--- Work to complete ---
Take each line of the records below that contains the string "data" and copy it.

--- Entries provided ---
== Segment start ==

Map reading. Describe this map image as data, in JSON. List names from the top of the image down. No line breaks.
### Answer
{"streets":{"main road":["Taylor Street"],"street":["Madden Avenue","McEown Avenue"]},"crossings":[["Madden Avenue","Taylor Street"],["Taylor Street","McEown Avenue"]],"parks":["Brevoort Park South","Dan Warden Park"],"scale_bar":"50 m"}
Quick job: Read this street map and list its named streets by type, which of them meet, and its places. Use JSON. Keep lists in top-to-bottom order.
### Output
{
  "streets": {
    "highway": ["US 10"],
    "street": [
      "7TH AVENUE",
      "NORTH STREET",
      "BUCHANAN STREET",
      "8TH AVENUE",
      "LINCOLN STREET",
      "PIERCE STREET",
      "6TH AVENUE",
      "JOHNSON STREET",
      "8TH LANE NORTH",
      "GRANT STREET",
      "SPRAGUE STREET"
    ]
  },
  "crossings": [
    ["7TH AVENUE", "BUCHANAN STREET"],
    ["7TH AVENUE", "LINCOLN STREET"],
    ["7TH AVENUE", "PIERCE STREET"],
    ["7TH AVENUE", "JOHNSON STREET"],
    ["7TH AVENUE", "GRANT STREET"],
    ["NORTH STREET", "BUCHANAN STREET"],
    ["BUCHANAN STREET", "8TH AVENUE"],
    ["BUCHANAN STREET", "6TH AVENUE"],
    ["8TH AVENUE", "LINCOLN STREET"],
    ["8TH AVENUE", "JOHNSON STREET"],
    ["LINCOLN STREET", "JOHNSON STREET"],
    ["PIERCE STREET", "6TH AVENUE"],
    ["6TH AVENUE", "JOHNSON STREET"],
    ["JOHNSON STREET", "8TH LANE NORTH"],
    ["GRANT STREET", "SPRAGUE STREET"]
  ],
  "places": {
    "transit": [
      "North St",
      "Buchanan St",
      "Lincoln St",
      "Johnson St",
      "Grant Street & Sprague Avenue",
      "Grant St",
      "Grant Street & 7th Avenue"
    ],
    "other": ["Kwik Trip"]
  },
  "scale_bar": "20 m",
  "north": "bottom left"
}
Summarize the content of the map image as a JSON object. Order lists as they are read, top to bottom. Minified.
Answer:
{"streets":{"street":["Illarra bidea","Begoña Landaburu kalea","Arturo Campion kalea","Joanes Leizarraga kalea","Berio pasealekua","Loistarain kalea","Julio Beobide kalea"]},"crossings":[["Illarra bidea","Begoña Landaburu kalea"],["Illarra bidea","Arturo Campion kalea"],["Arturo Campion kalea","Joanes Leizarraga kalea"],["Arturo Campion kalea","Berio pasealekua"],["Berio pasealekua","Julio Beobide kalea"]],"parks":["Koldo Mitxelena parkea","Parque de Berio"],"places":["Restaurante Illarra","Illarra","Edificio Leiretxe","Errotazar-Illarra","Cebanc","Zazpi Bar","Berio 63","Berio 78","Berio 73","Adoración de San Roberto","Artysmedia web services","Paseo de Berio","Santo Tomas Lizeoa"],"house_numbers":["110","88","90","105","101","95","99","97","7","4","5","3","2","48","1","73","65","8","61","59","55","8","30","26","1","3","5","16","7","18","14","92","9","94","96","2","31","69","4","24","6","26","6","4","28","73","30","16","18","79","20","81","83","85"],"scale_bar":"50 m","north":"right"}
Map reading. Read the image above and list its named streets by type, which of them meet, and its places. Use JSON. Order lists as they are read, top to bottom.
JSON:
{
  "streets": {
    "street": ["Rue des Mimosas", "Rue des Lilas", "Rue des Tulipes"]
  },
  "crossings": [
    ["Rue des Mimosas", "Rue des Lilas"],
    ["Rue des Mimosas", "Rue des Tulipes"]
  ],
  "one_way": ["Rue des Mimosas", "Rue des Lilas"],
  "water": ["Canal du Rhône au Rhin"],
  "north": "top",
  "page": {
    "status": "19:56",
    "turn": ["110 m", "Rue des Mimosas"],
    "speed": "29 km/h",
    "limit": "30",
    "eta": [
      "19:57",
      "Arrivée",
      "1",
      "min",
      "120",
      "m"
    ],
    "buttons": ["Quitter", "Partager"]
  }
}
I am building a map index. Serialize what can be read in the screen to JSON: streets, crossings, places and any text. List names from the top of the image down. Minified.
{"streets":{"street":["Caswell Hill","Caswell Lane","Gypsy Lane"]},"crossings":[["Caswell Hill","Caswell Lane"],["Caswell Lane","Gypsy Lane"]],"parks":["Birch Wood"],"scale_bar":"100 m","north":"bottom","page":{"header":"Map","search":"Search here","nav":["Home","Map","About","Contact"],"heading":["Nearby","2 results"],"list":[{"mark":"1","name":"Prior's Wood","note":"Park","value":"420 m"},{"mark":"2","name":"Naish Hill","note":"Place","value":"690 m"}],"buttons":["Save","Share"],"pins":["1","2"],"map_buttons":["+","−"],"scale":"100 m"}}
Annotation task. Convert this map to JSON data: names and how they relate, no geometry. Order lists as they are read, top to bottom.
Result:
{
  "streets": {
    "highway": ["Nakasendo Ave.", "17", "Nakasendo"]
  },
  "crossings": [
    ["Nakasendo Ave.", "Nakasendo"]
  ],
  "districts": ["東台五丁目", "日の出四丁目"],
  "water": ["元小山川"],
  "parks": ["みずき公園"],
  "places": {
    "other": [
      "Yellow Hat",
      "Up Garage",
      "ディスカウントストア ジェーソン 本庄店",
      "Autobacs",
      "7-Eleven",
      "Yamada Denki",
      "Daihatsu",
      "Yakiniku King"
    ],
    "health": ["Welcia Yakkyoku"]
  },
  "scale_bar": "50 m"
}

== Segment end ==

--- Solution ---
Map reading. Describe this map image as data, in JSON. List names from the top of the image down. No line breaks.
Annotation task. Convert this map to JSON data: names and how they relate, no geometry. Order lists as they are read, top to bottom.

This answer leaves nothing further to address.